Grey felt his bones break. His ribs detonated like firecrackers. Bits of broken teeth clogged his throat and he collapsed sideways, dropping his knife. Deray kicked the weapon overboard and kicked Grey over and over again until Grey flopped back, bleeding and shattered.
Then Deray reeled in the opposite direction, blood boiling from a terrible wound. He dropped his sword to clamp his hands to his neck to stanch the flow of blood. From the force of the blood loss, Grey knew that he had nicked something important when he'd bitten Deray before. An artery.
Good
.
Let him bleed out like a stuck pig.
Even as he thought those words, Grey felt like he was drifting and for a moment he thought he'd fallen off the ship. But it was his consciousness that seemed to be tearing loose from his body.
I'm dying,
he thought, and he knew it to be true.
So was Deray.
The ghosts began moving toward him. Toward both of them, their eyes filled now with a strange and awful hunger.
They're coming for me
.
But they stared past him to the necromancer. Deray used one bloody hand to dig into an inner pocket. He produced a flat disk of polished ghost rock that was set in a silver frame. Strange symbols were carved into the rock and Deray began hastily muttering something over it in a language Grey had never heard.
“
Da'k gugt r'un ftaxung sha tsa't haaft shx ta'ans shas ha nax thunghiaa' shut latsuftansuaft ghu'ftg ang ta'a us ial un s'uftiasa,”
intoned the necromancer.
“Bx sha aftga' gugt I l'ax
.”
Above the ship, the storm suddenly intensified and in his delirium Gsrey thought he saw strange, vast, impossible shapes leer at him from within the depths of the clouds. Monstrous eyes glared at him from a head that was lumpy and misshapen. Instead of a mouth and chin, there were dozens of writhing tentacles that whipped within the ferocious winds. Fires, ancient and endless, ignited in those eyes, and it seemed to set fire to the whole of the sky.

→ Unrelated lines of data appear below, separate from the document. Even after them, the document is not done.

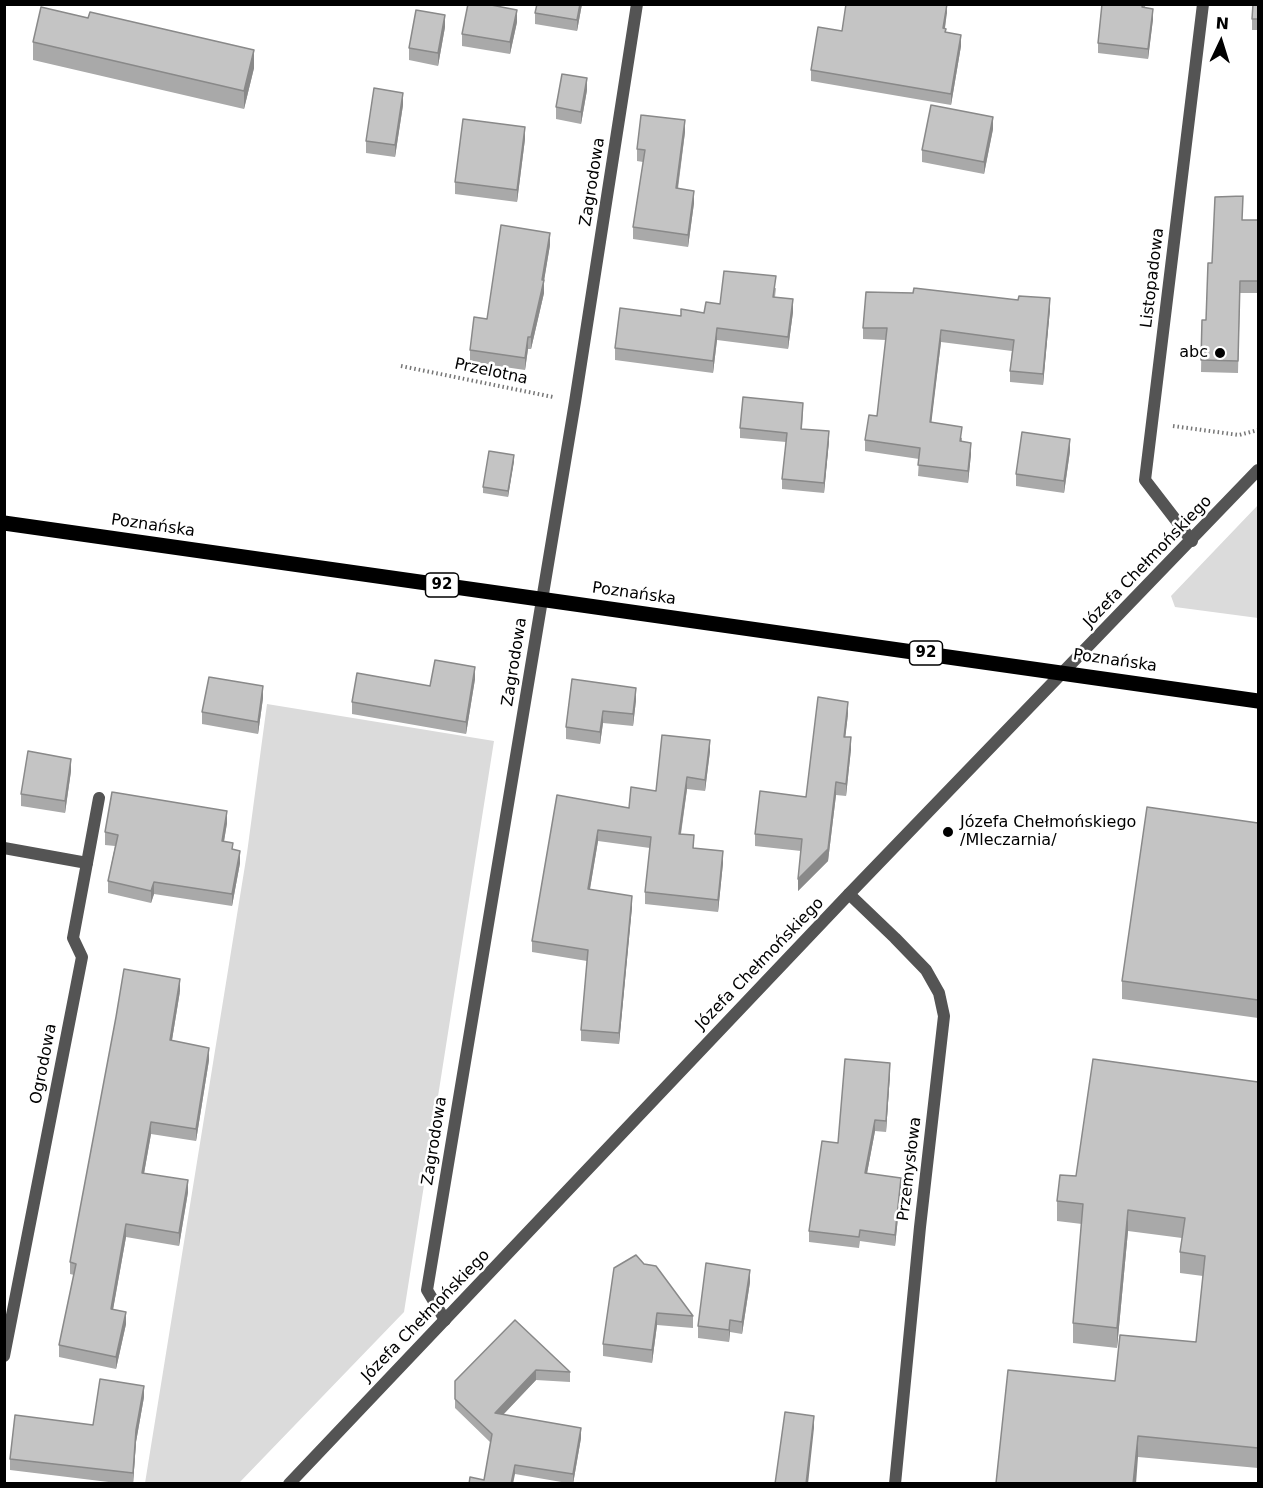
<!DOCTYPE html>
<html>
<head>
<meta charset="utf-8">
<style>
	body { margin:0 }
	#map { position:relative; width:1263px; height:1488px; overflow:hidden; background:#fff; font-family:"DejaVu Sans",sans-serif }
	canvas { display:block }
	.frame { position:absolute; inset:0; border:6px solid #000; pointer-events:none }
	.north { position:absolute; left:1191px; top:12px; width:60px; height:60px; -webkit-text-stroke:4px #fff; paint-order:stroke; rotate:4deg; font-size:16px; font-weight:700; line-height:24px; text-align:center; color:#000 }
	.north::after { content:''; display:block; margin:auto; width:21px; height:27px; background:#000; clip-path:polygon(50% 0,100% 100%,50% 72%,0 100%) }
</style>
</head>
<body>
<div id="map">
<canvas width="1263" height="1488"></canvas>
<div class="frame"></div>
<div class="north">N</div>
</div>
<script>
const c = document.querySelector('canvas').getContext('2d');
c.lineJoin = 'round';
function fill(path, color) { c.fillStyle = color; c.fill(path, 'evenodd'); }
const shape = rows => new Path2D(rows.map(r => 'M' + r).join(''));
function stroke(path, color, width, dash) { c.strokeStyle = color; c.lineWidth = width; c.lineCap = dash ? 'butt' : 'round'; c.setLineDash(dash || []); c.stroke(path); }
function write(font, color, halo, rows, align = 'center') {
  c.font = font + ' "DejaVu Sans",sans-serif'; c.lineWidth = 5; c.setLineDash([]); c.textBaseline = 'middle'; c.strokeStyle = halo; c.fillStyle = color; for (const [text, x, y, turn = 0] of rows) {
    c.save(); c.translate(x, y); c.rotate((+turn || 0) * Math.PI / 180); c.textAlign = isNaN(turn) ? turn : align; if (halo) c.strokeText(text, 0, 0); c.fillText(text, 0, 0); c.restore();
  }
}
const green = shape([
	[1258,505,1258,618,1175,607,1171,596],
	[267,704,494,741,404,1312,239,1483,145,1483,247,853]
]);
const path = shape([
	[401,366,553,397],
	[1173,426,1239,435,1258,430]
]);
const service = shape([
	[87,863,99,798]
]);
const minor = shape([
	[1192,541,1145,480,1203,4],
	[4,848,87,863,73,938,82,957,4,1356],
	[849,894,895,938,926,970,939,993,944,1016,920,1227,895,1484],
	[445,1320,427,1290,575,402,637,4]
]);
const tertiary = shape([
	[289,1484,849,894,1258,470]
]);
const primary = shape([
	[4,523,1258,701]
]);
const wall = shape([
	[582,4,577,31,535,24,535,13],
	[947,4,945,29,946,32,961,46,951,105,811,81,811,70,842,31],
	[1102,4,1145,4,1145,8,1153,19,1148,59,1098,53,1098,43],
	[1258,4,1258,30,1252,30,1252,19],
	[517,22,510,54,462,46,462,34],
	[445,27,438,66,409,60,409,48],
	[33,42,254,68,244,109,33,60],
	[587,90,581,124,556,119,556,107],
	[403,105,395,157,366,153,366,141],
	[993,129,984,174,922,162,922,150],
	[685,132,678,189,694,203,688,247,633,239,633,227,643,162,637,161,637,149],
	[525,139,517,202,455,194,455,182],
	[1242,220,1258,220,1258,293,1240,293,1238,373,1201,372,1202,320,1206,320,1212,263],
	[550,245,544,280,544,293,531,349,528,349,525,370,470,362,470,350,487,319],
	[776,288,775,297,793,312,788,349,717,340,713,373,615,360,615,348,681,316,704,313,720,304],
	[1050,309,1043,385,1010,382,1010,371,1012,351,941,342,931,422,962,438,962,442,971,454,968,483,918,476,919,459,865,451,865,440,877,416,886,340,863,339,863,328],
	[803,412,802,429,829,441,824,493,782,489,782,479,786,442,740,438,740,428],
	[1070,451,1064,493,1016,486,1016,474],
	[514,461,508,497,483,493,483,487],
	[475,679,466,734,352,714,352,702,430,686],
	[572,679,636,700,633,726,603,723,600,744,566,739,566,727],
	[263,698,258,734,202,724,202,712],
	[848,714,845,737,851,749,846,796,836,795,828,861,798,891,801,851,755,846,755,834,806,797],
	[710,751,705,791,687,789,681,834,694,848,723,863,718,912,645,904,645,892,650,848,598,841,590,889,632,907,619,1044,581,1041,581,1030,587,961,532,952,532,941,557,795,629,808,656,791],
	[71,771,65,813,21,806,21,794],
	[227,823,224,841,233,850,240,863,232,906,154,894,151,903,108,893,108,881,115,846,105,845,105,832],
	[1258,823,1258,1018,1122,999,1122,981],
	[180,991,172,1040,209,1060,196,1141,151,1134,144,1173,188,1192,179,1246,126,1237,113,1309,126,1324,116,1369,59,1357,59,1345,74,1275,70,1274,70,1262],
	[890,1074,886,1132,875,1131,867,1173,901,1189,895,1246,860,1241,859,1248,809,1242,809,1231,838,1143],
	[1258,1082,1258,1468,1138,1457,1115,1381,1196,1342,1203,1276,1180,1273,1180,1252,1182,1238,1128,1231,1117,1348,1073,1343,1073,1323,1082,1224,1057,1221,1057,1201,1076,1176],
	[644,1264,693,1316,693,1328,657,1325,652,1363,603,1356,603,1344],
	[750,1282,742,1334,730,1332,729,1342,698,1338,698,1326],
	[515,1320,570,1372,570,1382,536,1380,503,1415,581,1438,573,1484,515,1474,469,1484,484,1480,491,1443,455,1408,455,1381],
	[144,1397,136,1442,133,1484,125,1484,10,1470,10,1459,93,1425]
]);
const shadedWall = shape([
	[580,4,582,4,577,31,577,20],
	[947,4,947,13,943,40,943,28],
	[1153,9,1153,19,1148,59,1148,49],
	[517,10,517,22,510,54,510,42],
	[445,15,445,27,438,66,438,53],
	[961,35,961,46,951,105,951,94],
	[254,50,254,68,244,109,244,91],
	[587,78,587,90,581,124,581,112],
	[403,93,403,105,395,157,395,145],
	[993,117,993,129,984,174,984,162],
	[685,120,685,132,676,200,676,188],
	[525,127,525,139,517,202,517,190],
	[694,191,694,203,688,247,688,235],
	[550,233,550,245,544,281,544,293,531,349,531,337],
	[1050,298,1050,309,1043,385,1043,374],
	[793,299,793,312,788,349,788,337],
	[717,328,717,340,713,373,713,361],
	[941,330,941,342,930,434,930,422],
	[528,337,528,349,525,370,525,358],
	[829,431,829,441,824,493,824,483],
	[1070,439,1070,451,1064,493,1064,481],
	[971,443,971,454,968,483,968,471],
	[514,455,514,461,508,497,508,491],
	[475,667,475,679,466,734,466,722],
	[263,686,263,698,258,734,258,722],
	[636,688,636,700,633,726,633,714],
	[848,702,848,714,844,749,844,737],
	[603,711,603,723,600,744,600,732],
	[851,737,851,749,846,796,846,784],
	[710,740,710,751,705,791,705,780],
	[71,759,71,771,65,813,65,801],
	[687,777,687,789,679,845,679,834],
	[836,782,836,795,828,861,798,891,798,879],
	[227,811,227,823,222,853,222,841],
	[598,830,598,841,588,900,588,889],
	[240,851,240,863,232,906,232,894],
	[723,851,723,863,718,912,718,900],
	[154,882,154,894,151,903,151,891],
	[632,896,632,907,619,1044,619,1033],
	[180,979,180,991,170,1052,170,1040],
	[209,1048,209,1060,196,1141,196,1129],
	[890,1063,890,1074,886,1132,886,1121],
	[875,1120,875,1131,865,1184,865,1173],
	[151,1122,151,1134,142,1185,142,1173],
	[901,1178,901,1189,895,1246,895,1235],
	[188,1180,188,1192,179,1246,179,1233],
	[1128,1210,1128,1231,1117,1348,1117,1328],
	[126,1224,126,1237,111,1321,111,1309],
	[750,1270,750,1282,742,1334,742,1322],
	[126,1312,126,1324,116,1369,116,1357],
	[657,1313,657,1325,652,1363,652,1350],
	[730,1320,730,1332,729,1342,729,1330],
	[536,1370,536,1380,495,1423,495,1413],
	[144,1386,144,1397,136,1442,133,1484,133,1473,136,1430],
	[814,1416,814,1428,808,1484,806,1484],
	[581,1428,581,1438,573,1484,573,1474],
	[1138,1436,1138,1457,1136,1484,1133,1484],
	[515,1465,515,1474,513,1484,511,1484]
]);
const building = shape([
	[468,4,486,4,517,10,510,42,462,34,468,4],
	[537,4,580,4,577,20,535,13,537,4],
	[846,4,947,4,943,28,946,29,945,32,961,35,951,94,811,70,818,27,842,31,846,4],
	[1102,4,1143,4,1142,7,1153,9,1148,49,1098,43,1102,4],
	[1253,4,1258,4,1258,19,1252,19,1253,4],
	[41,7,88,18,90,12,254,50,244,91,33,42,41,7],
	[416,10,445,15,438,53,409,48,416,10],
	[562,74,587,78,581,112,556,107,562,74],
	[374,88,403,93,395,145,366,141,374,88],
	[931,105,993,117,984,162,922,150,931,105],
	[641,115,685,120,676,188,694,191,688,235,633,227,645,150,637,149,641,115],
	[463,119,525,127,517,190,455,182,463,119],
	[1243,196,1242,220,1258,220,1258,281,1240,281,1238,361,1201,360,1202,320,1206,320,1208,263,1212,263,1215,197,1243,196],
	[501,225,550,233,542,280,544,280,531,337,528,337,525,358,470,350,474,317,487,319,501,225],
	[724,271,776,276,773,297,793,299,788,337,717,328,713,361,615,348,620,308,681,316,681,309,704,313,706,302,720,304,724,271],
	[914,288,1018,300,1019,296,1050,298,1043,374,1010,371,1014,340,941,330,930,422,962,427,960,441,971,443,968,471,918,465,920,448,865,440,869,415,877,416,887,328,863,328,866,292,913,293,914,288],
	[743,397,803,403,801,429,829,431,824,483,782,479,787,433,740,428,743,397],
	[1022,432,1070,439,1064,481,1016,474,1022,432],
	[489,451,514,455,508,491,483,487,489,451],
	[435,660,475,667,466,722,352,702,357,673,430,686,435,660],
	[209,677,263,686,258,722,202,712,209,677],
	[572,679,636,688,633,714,603,711,600,732,566,727,572,679],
	[818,697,848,702,844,737,851,737,846,784,836,782,828,849,798,879,802,839,755,834,760,791,806,797,818,697],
	[662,735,710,740,705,780,687,777,679,834,694,835,693,848,723,851,718,900,645,892,651,837,598,830,588,889,632,896,619,1033,581,1030,588,950,532,941,557,795,629,808,631,787,656,791,662,735],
	[28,751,71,759,65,801,21,794,28,751],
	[112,792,227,811,222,841,233,843,232,849,240,851,232,894,154,882,151,891,108,881,118,835,105,832,112,792],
	[1147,807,1258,823,1258,1000,1122,981,1147,807],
	[124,969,180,979,170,1040,209,1048,196,1129,151,1122,142,1173,188,1180,179,1233,126,1224,111,1309,126,1312,116,1357,59,1345,76,1264,70,1262,116,1017,124,969],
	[845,1059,890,1063,886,1121,875,1120,865,1173,901,1178,895,1235,860,1230,859,1237,809,1231,822,1141,838,1143,845,1059],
	[1093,1059,1258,1082,1258,1448,1138,1436,1133,1484,996,1483,1008,1370,1115,1381,1120,1335,1196,1342,1205,1256,1180,1252,1185,1218,1128,1210,1117,1328,1073,1323,1083,1204,1057,1201,1060,1175,1076,1176,1093,1059],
	[636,1255,644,1264,656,1266,693,1316,657,1313,652,1350,603,1344,614,1268,636,1255],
	[706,1263,750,1270,742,1322,730,1320,729,1330,698,1326,706,1263],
	[515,1320,570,1372,536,1370,495,1413,581,1428,573,1474,515,1465,511,1484,469,1484,470,1477,484,1480,492,1434,455,1399,455,1381,515,1320],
	[100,1379,144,1386,136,1430,133,1473,10,1459,15,1415,93,1425,100,1379],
	[785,1412,814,1416,806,1484,775,1484,785,1412]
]);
const markers = [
	[1220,353,6,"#000"],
	[948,832,6,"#000"]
];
const shields = [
	[442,585,33],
	[926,653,33]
];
const shieldNames = [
	["92",442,585],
	["92",926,653]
];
const streetNames = [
	["Zagrodowa",593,182,-81],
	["Listopadowa",1153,278,-83],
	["Przelotna",491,372,12],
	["Poznańska",153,526,8],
	["Józefa Chełmońskiego",1148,562,-46],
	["Poznańska",634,594,8],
	["Poznańska",1115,661,8],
	["Zagrodowa",515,662,-81],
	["Józefa Chełmońskiego",760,964,-46],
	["Ogrodowa",44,1064,-79],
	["Zagrodowa",435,1141,-81],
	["Przemysłowa",910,1169,-83],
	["Józefa Chełmońskiego",426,1316,-46]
];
const poiNames = [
	["abc",1208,353],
	["Józefa Chełmońskiego",960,823,"left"],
	["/Mleczarnia/",960,841,"left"]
];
fill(green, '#dbdbdb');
stroke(path, '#767676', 4, [1.5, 3]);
stroke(service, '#545454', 12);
stroke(minor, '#545454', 12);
stroke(tertiary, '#545454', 12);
stroke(primary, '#000', 15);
fill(wall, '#a9a9a9');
fill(shadedWall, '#898989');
fill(building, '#c4c4c4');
stroke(building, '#898989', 1.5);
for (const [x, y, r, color] of markers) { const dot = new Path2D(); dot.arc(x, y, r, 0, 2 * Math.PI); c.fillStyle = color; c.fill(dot); stroke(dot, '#fff', 2); }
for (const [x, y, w] of shields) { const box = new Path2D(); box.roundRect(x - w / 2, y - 12, w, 24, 4.5); c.fillStyle = '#fff'; c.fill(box); stroke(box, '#000', 1.5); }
write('bold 15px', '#000', null, shieldNames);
write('16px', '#000', '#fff', streetNames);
write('16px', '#000', '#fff', poiNames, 'right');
</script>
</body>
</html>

“Lu'g ur ghatsat ang 'angaantha,”
roared Deray, his blood gurgling in his throat,
“haaft na su fta shx unts'ianans!”
Lightning, red as blood, slashed across the sky. Snakes of electricity crawled all over the envelope above the frigate. While behind the hideous face a vast pair of leathery wings seemed to reach outward, each one stretching for miles and filling the whole of the sky. Below, the fighting stopped and everyone screamed. Even the walking dead.
Grey used what little strength he had left to climb to his feet. He coughed and spat dark blood onto the deck, and inside his chest he could feel bones shifting in all the wrong ways. He stared at the great god of all monsters and spat at it, too. But the wind whipped it away, and the god did not even take notice of the dying gunslinger. Red lightning struck the ship and enveloped Deray, and for one mad moment Grey thought that the necromancer was somehow being consumed by his own dark magic. That fate had stepped in to rebuke the hubris of this madman.